Multiple changes to optimize and cleanup typed_buffers, BasicXorEncryptor, and Sequencer#231
Conversation
- Made various functions inline to avoid extra function calls
- Merging conflicts.
- Marked various functions as inline - Switched to ues XorEncryptInto
- small performance improvements.
…aders+level bytes without actually reading the value bytes. - num_elements for DICTIONARY_PAGE and DATA_PAGE_V2 pages read from the headers values directly (easy) - num_elements for DATA_PAGE_V1 pages read from the level bytes and RLE bit decoding (hard!) - Added unittests for RLE bit decoding and count present values from definition levels for DATA_PAGE_V1 pages. - Updated all scripts and unittests for new Parquet parsing requirements.
…XorEncryptor. - Now num_elements is an invariant / constant all along TypedValuesBuffer and BasicXorEncryptor (Yay!) - Fixed issue on iterator to account for prefix size on input buffers. - Many unittest fixes for interfaces updates for num_elements.
… trailing values in bit-packed runs.
…uffer_testing_codecs.h for testing border cases. - Added StringToBytes helper function to bytes_utils.h for testing.
argmarco-tkd
left a comment
There was a problem hiding this comment.
Thank you for this. Overall it looks good. For the DataPageV1 related-code I only skimmed (mainly because of non-familiarity with the format). I can take a deeper dive if needed. Left a few comments through the PR.

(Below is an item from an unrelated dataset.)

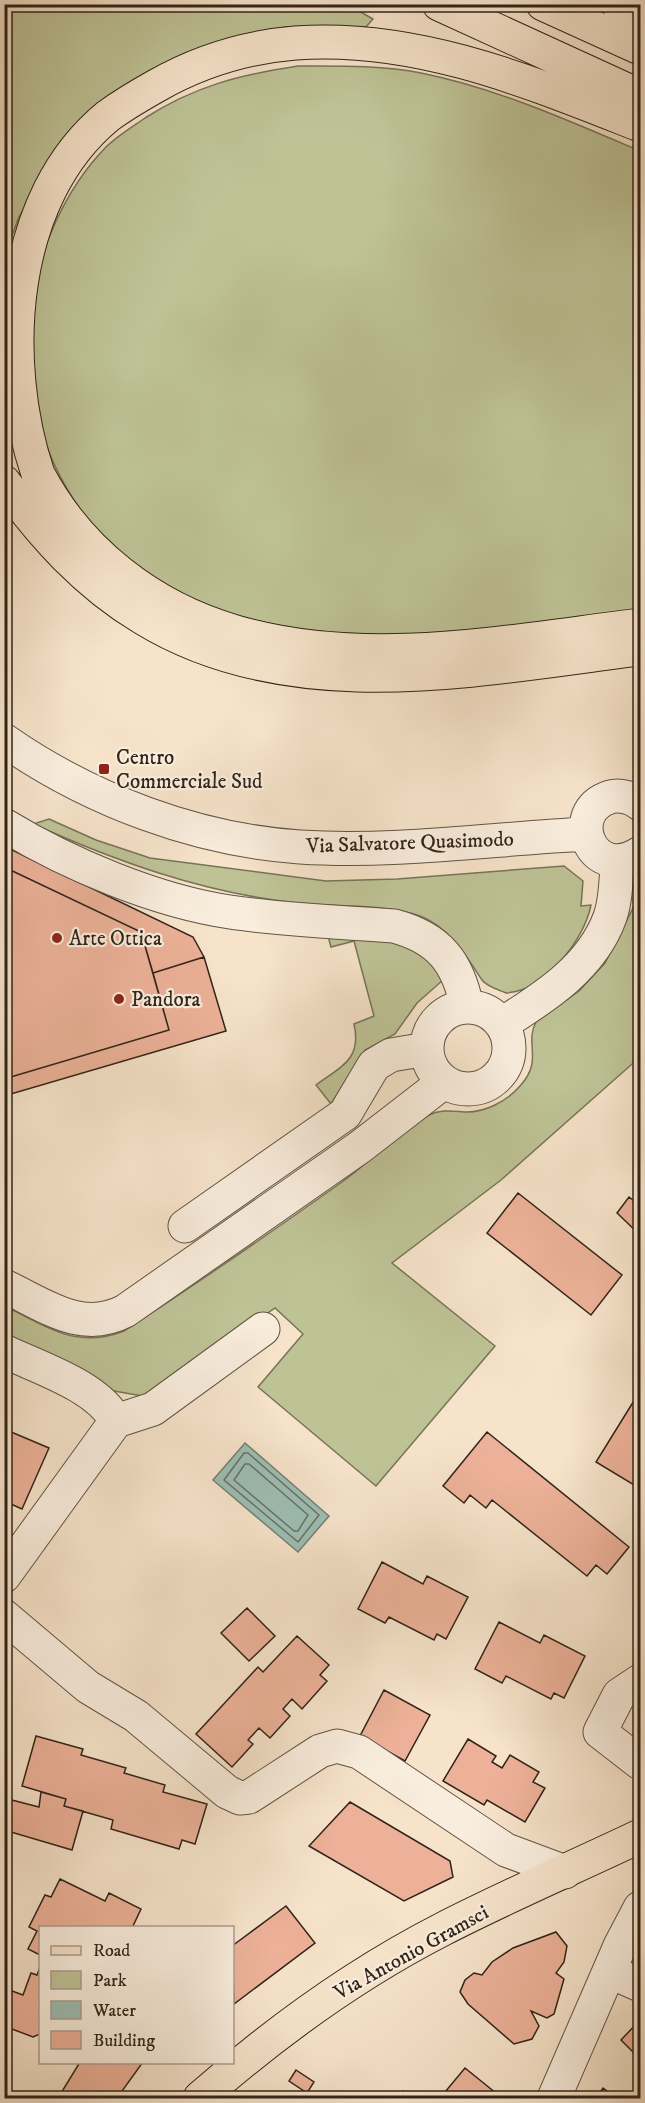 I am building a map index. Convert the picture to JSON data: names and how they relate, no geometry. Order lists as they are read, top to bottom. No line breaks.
{"streets":{"main road":["Via Antonio Gramsci"],"street":["Via Salvatore Quasimodo"]},"places":{"transit":["Centro Commerciale Sud"],"other":["Arte Ottica","Pandora"]},"legend":["Road","Park","Water","Building"]}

| inline std::vector<uint8_t> StringToBytes(const std::string& str) { | ||
| return std::vector<uint8_t>(str.begin(), str.end()); | ||
| } |
There was a problem hiding this comment.
we should have a test for this function.
| constexpr bool is_fixed = TypedBuffer::is_fixed_sized; | ||
| constexpr size_t prefix_length = is_fixed ? kFixedHeaderLength : kVariableHeaderLength; | ||
|
|
||
| // GetNumElements is read from Parquet metadata and level bytes, not calculated from payload. |
There was a problem hiding this comment.
nit: are we introducing Parquet concepts into the Encryptor intentionally?
There was a problem hiding this comment.
Removed the comment.. We're not adding Parquet concepts. This was a note-to-self as a reminder of the optimization of num_elements being read from the Parquet metadata instead of reading the payload.
| element_iterator_current_ptr_( | ||
| elements_span.data() + std::min(prefix_size, elements_span_size_)), | ||
| element_iterator_end_ptr_(elements_span.data() + elements_span_size_), |
There was a problem hiding this comment.
let's add some comments to help understand this.
There was a problem hiding this comment.
Added comments. Let me know if those are sufficient. Ideally I would have put these in the constructor's body, but if moved there, then those can't be const (become mutable) so preferred to keep them here.
There was a problem hiding this comment.
thanks. it help. for clarity, I think lin e 165 should read **calculated as** start of the span + size
There was a problem hiding this comment.
Yes, much better. Updated the comment. Thanks.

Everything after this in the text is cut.